Extracted entries:
[Start of Attachment]

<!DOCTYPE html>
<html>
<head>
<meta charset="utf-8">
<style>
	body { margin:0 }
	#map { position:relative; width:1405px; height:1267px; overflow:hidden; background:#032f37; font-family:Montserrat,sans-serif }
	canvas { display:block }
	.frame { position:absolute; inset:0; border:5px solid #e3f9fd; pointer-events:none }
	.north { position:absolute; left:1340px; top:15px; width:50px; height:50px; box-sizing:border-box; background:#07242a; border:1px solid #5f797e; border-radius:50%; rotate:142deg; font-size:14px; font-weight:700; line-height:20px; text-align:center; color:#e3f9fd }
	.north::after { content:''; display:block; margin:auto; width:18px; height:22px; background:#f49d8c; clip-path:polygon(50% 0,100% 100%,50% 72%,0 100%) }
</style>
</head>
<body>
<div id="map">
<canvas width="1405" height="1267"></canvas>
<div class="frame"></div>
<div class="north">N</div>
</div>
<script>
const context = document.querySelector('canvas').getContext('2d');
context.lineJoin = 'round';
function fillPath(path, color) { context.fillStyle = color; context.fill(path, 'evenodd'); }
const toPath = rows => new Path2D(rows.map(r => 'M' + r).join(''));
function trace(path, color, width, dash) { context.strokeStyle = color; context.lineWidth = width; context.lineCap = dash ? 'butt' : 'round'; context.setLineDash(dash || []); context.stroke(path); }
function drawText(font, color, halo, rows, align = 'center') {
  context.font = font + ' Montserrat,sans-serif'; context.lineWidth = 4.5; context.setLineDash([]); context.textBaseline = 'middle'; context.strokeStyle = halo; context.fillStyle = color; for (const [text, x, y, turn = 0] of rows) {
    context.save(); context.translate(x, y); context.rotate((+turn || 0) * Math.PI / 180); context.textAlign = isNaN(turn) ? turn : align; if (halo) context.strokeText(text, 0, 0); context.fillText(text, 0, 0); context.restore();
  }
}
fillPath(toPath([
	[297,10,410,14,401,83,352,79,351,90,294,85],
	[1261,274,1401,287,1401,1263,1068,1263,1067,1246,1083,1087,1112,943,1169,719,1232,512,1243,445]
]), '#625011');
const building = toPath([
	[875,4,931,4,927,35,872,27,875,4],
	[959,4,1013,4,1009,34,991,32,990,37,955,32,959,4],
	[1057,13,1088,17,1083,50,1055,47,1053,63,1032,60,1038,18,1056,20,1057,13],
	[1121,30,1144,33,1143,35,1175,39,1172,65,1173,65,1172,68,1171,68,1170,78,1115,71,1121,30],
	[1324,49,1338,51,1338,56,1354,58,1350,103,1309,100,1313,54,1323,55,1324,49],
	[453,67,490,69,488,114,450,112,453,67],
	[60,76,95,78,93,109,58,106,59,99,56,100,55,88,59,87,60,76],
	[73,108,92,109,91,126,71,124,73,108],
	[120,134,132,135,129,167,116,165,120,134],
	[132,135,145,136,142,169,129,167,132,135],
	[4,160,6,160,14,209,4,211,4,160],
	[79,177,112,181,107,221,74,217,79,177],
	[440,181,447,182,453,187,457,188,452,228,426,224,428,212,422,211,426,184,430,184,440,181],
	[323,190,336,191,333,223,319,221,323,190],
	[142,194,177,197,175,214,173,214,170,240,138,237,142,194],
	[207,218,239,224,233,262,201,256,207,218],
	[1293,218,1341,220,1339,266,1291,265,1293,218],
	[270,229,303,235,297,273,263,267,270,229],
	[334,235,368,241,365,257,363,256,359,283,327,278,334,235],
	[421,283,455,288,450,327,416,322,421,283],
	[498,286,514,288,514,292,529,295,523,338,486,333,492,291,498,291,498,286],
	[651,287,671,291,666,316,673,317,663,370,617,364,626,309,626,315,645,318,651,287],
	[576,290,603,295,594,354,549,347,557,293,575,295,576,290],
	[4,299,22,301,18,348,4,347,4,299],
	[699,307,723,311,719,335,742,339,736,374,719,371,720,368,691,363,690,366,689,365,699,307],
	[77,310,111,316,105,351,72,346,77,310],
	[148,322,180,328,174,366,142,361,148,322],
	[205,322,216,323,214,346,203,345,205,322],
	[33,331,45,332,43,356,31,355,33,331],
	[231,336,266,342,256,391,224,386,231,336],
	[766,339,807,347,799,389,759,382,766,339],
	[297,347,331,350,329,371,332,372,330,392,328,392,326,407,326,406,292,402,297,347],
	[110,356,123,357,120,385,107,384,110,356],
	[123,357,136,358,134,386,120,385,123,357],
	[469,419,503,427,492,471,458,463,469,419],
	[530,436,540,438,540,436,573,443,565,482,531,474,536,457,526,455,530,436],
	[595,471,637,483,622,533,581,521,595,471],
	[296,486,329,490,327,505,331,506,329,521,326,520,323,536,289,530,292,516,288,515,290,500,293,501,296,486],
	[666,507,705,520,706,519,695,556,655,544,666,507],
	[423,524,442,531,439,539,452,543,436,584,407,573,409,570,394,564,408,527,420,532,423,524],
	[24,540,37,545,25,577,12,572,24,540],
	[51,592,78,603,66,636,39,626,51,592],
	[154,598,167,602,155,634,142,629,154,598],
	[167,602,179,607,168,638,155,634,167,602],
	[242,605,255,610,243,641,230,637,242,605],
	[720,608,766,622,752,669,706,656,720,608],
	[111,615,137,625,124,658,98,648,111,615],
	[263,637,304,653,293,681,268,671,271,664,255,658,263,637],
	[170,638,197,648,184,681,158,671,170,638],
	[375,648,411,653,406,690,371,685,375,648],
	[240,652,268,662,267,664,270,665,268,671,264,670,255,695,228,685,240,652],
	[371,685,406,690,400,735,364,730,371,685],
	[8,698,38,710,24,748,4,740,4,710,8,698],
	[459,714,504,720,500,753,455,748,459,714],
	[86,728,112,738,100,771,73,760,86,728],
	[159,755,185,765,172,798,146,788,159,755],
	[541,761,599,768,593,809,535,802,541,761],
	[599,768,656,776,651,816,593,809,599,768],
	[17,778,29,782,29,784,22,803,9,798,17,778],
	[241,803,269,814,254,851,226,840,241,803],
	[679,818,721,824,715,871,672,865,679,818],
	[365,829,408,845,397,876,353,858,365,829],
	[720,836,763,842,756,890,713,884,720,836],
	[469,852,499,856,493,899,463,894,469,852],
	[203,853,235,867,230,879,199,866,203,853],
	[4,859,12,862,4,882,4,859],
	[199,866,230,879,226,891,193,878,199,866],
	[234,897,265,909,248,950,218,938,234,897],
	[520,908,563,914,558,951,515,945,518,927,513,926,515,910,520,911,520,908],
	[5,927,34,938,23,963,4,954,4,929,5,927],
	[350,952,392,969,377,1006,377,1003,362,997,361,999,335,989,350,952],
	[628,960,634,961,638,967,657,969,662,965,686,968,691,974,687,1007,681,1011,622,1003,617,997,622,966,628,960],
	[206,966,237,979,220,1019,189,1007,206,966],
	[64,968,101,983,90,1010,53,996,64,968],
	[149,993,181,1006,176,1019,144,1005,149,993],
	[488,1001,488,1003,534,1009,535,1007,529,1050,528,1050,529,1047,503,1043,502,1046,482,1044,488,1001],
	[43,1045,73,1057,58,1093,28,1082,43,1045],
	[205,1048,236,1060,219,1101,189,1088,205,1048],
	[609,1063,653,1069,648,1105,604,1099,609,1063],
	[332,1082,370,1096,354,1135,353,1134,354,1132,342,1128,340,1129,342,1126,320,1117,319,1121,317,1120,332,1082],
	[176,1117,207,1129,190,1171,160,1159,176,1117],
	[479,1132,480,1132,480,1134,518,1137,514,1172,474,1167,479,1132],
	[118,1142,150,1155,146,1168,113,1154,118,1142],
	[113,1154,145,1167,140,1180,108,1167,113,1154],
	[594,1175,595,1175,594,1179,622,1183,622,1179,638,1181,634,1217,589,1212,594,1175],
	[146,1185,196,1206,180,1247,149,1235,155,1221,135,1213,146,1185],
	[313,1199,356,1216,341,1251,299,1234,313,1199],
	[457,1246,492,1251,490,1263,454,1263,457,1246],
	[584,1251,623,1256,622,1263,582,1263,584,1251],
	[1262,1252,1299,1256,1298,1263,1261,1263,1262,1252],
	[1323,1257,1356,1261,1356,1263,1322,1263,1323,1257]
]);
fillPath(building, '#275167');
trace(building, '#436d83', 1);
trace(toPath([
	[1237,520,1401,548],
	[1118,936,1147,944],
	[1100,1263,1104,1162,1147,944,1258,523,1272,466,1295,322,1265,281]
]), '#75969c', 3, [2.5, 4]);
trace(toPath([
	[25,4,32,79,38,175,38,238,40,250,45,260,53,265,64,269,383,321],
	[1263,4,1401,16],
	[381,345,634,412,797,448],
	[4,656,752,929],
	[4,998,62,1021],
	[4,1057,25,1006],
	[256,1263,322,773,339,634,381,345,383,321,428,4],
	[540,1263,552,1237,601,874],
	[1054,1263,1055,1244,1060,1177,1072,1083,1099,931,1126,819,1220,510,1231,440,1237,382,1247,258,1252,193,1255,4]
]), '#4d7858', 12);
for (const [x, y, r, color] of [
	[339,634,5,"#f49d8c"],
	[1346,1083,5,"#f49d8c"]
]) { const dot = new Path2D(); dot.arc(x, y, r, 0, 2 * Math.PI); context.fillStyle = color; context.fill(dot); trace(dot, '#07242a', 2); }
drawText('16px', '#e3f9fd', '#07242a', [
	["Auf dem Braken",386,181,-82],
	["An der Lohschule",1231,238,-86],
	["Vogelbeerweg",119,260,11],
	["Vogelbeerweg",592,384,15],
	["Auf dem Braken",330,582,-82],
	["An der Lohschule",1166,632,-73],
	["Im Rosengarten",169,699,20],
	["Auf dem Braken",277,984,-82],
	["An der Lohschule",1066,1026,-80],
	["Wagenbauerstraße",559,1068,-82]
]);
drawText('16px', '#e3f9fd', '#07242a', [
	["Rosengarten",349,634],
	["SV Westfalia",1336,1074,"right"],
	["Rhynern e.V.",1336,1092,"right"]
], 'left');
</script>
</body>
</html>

[End of Attachment]

Spot every line in the entries that includes the word "sans", and copy each one out.

	#map { position:relative; width:1405px; height:1267px; overflow:hidden; background:#032f37; font-family:Montserrat,sans-serif }
  context.font = font + ' Montserrat,sans-serif'; context.lineWidth = 4.5; context.setLineDash([]); context.textBaseline = 'middle'; context.strokeStyle = halo; context.fillStyle = color; for (const [text, x, y, turn = 0] of rows) {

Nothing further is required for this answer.